Chez plusieurs croyants interrogés autour des mosquées, les moments de prière et de prêche se vivent avec la peur au ventre, les esprits restant préoccupés par les récents attentats islamistes au Nigeria et au Tchad voisins.
Reste que les mesures de sécurité, appliquées sans faiblesse par les forces de maintien de l'ordre, ne sont pas sans provoquer des grincements de dents chez les citoyens éprouvant d'énormes difficultés à se rendre à la mosquée à 20 heures et 4 heures, qui sont des heures de prêche, du fait de l'interdiction de circulation des motos.
Au plan alimentaire, Maroua se caractérise aussi pendant le Ramadan par une légère inflation sur les prix des denrées de première nécessité, le jeûne de cette année intervenant en pleine période de soudure qui va de mi-juin à août dans les régions septentrionales du pays.
Ainsi des produits tels que l'arachide, le maïs, les tubercules et même les légumineuses, qui ont connu une augmentation sensible de leur prix sur les différents marchés périodiques.

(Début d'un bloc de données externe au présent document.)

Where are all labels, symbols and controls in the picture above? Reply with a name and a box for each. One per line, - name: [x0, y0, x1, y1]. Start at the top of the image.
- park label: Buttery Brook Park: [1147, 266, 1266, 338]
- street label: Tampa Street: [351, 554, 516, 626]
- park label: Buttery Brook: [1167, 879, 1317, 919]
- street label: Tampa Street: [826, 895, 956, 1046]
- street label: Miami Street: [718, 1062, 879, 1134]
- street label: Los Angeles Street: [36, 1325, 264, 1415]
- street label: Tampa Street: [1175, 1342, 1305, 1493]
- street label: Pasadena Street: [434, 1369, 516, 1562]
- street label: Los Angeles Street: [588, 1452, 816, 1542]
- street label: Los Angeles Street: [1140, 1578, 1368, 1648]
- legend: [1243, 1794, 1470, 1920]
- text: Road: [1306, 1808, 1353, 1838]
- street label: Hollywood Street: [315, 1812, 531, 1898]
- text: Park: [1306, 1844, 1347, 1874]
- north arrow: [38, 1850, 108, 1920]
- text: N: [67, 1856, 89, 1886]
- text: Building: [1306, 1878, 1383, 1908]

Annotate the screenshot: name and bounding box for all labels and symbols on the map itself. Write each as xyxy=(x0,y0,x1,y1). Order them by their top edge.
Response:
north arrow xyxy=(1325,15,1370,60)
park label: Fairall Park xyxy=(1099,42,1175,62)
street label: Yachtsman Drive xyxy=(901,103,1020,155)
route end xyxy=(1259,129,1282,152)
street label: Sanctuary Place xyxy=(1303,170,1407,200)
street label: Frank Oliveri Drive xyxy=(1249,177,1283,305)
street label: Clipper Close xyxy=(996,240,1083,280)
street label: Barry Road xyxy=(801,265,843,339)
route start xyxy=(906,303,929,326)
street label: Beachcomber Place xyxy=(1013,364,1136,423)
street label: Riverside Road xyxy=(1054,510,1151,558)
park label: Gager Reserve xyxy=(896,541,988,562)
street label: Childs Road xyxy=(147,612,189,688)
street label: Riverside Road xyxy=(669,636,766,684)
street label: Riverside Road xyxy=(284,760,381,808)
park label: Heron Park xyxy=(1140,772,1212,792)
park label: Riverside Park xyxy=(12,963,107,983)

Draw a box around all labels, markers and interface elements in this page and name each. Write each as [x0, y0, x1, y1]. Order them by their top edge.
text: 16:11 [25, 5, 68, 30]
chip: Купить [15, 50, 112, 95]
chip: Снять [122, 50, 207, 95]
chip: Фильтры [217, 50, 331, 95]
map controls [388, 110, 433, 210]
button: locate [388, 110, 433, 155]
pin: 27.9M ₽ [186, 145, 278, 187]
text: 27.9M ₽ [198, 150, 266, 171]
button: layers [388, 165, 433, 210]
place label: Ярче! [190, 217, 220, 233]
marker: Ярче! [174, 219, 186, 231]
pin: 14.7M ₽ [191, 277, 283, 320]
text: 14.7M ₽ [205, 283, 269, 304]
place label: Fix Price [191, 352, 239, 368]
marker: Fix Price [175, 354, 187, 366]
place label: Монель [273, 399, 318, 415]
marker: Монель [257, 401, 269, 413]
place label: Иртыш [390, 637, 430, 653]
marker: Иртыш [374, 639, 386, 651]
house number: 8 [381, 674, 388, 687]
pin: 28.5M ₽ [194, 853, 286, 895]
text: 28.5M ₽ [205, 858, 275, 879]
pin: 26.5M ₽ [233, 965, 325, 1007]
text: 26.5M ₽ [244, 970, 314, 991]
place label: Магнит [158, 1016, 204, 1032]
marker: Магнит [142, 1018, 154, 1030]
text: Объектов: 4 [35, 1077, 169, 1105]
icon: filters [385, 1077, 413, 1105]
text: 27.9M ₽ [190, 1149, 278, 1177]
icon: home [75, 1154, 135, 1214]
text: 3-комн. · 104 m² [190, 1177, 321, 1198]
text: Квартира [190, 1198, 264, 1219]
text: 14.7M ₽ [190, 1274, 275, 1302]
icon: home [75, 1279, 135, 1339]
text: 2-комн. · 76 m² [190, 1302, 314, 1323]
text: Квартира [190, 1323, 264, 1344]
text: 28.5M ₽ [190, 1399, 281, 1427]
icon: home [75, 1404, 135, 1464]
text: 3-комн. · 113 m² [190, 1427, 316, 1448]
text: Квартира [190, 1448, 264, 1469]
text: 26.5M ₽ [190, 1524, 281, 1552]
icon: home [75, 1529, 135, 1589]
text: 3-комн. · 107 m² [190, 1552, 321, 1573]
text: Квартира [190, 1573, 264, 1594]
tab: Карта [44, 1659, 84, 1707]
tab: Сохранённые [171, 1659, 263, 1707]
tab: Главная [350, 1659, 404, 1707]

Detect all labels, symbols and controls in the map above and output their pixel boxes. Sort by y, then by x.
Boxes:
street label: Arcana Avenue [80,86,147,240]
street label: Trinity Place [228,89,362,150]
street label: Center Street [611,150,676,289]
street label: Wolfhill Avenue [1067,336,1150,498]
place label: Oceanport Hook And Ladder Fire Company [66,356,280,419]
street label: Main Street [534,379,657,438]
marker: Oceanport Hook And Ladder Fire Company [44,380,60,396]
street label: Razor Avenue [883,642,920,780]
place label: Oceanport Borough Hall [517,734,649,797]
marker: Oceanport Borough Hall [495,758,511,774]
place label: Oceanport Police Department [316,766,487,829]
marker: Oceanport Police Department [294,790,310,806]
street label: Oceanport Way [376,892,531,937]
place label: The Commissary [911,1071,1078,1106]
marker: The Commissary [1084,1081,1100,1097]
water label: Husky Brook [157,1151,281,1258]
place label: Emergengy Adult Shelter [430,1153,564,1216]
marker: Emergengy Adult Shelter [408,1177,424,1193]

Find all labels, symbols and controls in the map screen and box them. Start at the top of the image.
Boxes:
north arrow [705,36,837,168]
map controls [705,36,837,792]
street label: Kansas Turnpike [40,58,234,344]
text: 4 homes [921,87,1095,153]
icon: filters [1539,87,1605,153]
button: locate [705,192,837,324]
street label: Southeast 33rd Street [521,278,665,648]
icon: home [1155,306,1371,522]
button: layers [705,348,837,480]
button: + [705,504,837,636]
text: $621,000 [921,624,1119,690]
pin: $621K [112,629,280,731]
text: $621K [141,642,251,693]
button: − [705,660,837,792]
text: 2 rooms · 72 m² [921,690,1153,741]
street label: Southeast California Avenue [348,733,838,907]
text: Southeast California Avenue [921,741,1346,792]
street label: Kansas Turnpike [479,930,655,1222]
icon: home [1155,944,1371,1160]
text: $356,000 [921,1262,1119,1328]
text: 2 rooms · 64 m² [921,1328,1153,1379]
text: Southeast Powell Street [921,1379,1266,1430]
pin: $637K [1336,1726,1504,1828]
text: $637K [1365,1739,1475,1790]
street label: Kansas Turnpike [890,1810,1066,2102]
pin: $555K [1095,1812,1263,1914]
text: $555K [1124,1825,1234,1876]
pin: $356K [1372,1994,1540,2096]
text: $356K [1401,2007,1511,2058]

Et, alors que les prix des produits manufacturés et de la viande de bœuf sont restés stables, le sac de maïs, par exemple, qui se négocie généralement à 18.000 FCFA, est passé à 21.000 FCFA.
En terme d'ambiance, le soir venu, non seulement les rues sont désertes mais en plus les buvettes et restaurants-bars, habituellement bondés, n'ont pas de clients depuis deux semaines et leurs tenanciers sont quasiment en chômage technique.
«Les activités tournent au ralenti. Quelques consommateurs arrivent pendant la journée, mais dès la tombée de la nuit il n'y a que quelques rares touristes qui osent mettre le nez dehors», analyse Gertrude Silikam, qui tient une gargote au centre de Maroua.
D'une manière générale, et en dehors des restrictions sécuritaires, beaucoup justifient aussi ce climat terne par une certaine solidarité de croyants appartenant à d'autres religions avec leurs compatriotes musulmans.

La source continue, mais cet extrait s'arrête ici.